■ TASK DIRECTIONS
Go through the records and filter out every line lacking the word "circle"; copy the lines that remain.

[Saved data entries]
╭──

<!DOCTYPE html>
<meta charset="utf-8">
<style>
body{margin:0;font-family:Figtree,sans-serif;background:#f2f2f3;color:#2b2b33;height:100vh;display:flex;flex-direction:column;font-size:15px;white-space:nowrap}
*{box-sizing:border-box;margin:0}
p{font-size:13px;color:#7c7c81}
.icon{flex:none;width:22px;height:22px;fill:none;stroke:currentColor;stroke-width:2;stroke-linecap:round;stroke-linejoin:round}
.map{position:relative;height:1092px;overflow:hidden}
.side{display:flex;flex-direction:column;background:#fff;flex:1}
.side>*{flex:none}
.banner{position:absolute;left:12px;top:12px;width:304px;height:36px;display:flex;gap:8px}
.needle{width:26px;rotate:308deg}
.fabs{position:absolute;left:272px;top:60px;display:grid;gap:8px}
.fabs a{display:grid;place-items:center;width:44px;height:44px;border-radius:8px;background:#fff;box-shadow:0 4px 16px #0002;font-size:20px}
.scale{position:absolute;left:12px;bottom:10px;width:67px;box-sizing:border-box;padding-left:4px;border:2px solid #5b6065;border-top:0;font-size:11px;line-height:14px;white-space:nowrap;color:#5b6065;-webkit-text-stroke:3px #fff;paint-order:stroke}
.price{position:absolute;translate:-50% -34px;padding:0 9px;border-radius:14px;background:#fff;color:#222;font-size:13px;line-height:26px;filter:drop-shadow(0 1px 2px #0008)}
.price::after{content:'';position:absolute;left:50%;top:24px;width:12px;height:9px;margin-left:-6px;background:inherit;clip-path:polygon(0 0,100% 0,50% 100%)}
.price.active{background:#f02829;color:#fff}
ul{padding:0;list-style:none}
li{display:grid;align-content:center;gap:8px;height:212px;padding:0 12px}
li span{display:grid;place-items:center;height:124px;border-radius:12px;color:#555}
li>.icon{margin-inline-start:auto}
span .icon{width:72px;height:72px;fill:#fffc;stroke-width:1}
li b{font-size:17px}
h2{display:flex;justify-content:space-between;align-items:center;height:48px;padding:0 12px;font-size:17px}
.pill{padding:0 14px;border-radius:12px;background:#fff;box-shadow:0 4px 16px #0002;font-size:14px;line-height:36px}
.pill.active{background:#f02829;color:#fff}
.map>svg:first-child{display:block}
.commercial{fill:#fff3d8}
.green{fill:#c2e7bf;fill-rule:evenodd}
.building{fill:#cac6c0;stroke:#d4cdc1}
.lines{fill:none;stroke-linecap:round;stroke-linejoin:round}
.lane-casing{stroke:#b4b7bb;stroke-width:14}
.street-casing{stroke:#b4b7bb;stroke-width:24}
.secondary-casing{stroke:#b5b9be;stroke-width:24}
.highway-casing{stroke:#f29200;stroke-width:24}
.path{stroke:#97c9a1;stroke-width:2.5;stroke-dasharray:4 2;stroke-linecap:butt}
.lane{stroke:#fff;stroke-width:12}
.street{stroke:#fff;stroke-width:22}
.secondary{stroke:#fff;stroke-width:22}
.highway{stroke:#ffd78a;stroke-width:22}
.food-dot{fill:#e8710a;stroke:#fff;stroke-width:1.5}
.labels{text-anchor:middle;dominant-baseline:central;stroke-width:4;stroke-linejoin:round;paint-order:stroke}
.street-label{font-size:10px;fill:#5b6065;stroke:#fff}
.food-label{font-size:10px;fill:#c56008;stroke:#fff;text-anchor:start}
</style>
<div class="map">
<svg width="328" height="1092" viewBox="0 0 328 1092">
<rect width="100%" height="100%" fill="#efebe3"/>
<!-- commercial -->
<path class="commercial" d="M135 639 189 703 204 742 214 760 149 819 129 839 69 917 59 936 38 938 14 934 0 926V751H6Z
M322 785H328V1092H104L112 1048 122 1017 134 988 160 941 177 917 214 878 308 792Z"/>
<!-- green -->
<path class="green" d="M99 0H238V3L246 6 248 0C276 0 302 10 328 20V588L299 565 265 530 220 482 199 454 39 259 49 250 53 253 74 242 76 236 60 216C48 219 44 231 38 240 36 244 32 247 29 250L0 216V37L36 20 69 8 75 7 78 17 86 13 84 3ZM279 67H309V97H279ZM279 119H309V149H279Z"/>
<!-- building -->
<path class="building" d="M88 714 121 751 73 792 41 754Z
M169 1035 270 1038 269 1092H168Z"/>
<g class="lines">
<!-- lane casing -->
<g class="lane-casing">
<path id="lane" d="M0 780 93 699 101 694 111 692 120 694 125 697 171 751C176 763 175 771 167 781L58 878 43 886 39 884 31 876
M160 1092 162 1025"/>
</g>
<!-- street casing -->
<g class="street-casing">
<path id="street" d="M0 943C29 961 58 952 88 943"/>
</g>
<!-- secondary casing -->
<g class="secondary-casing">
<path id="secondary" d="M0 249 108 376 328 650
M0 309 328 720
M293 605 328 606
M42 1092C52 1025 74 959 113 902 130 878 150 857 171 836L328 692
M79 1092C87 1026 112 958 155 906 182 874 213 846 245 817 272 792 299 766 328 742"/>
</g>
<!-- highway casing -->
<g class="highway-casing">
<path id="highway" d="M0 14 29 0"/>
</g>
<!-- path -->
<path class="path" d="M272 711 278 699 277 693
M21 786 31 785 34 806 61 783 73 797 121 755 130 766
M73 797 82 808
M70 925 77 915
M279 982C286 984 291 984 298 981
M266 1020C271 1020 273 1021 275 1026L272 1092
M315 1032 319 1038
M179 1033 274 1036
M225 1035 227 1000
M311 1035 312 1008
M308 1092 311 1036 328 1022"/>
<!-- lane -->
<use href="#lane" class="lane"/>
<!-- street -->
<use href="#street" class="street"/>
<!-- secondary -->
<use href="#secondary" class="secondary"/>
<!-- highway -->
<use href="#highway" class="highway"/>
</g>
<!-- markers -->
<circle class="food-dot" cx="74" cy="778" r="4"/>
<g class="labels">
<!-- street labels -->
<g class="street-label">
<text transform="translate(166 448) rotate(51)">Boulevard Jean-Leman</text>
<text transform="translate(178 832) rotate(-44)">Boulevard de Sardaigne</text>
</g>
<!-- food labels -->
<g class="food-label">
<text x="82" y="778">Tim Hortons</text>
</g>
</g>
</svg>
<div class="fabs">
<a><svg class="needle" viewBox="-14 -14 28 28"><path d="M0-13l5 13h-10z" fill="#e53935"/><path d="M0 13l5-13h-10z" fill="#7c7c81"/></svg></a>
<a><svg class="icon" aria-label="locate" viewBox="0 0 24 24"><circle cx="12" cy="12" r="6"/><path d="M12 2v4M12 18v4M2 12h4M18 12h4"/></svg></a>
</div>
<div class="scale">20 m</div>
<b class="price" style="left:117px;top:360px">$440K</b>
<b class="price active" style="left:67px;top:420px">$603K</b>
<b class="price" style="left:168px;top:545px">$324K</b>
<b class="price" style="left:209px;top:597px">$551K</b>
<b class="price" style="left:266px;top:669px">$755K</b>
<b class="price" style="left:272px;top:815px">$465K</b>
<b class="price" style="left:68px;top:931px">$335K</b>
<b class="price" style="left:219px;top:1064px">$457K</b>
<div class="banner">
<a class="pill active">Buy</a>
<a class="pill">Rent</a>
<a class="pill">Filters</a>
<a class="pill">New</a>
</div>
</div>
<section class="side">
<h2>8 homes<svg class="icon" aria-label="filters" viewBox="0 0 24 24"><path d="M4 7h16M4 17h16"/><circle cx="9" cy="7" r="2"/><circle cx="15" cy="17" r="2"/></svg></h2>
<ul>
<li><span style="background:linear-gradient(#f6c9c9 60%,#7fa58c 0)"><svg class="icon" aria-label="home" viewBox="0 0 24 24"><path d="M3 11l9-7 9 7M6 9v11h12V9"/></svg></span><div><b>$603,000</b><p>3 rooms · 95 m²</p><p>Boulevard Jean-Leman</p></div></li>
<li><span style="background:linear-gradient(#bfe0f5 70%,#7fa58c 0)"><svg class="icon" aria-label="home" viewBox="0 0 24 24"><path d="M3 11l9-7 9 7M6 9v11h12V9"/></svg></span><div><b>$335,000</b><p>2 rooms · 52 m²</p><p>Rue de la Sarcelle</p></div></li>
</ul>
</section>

╰──

■ RESULT FOR THIS TASK
<circle class="food-dot" cx="74" cy="778" r="4"/>
<a><svg class="icon" aria-label="locate" viewBox="0 0 24 24"><circle cx="12" cy="12" r="6"/><path d="M12 2v4M12 18v4M2 12h4M18 12h4"/></svg></a>
<h2>8 homes<svg class="icon" aria-label="filters" viewBox="0 0 24 24"><path d="M4 7h16M4 17h16"/><circle cx="9" cy="7" r="2"/><circle cx="15" cy="17" r="2"/></svg></h2>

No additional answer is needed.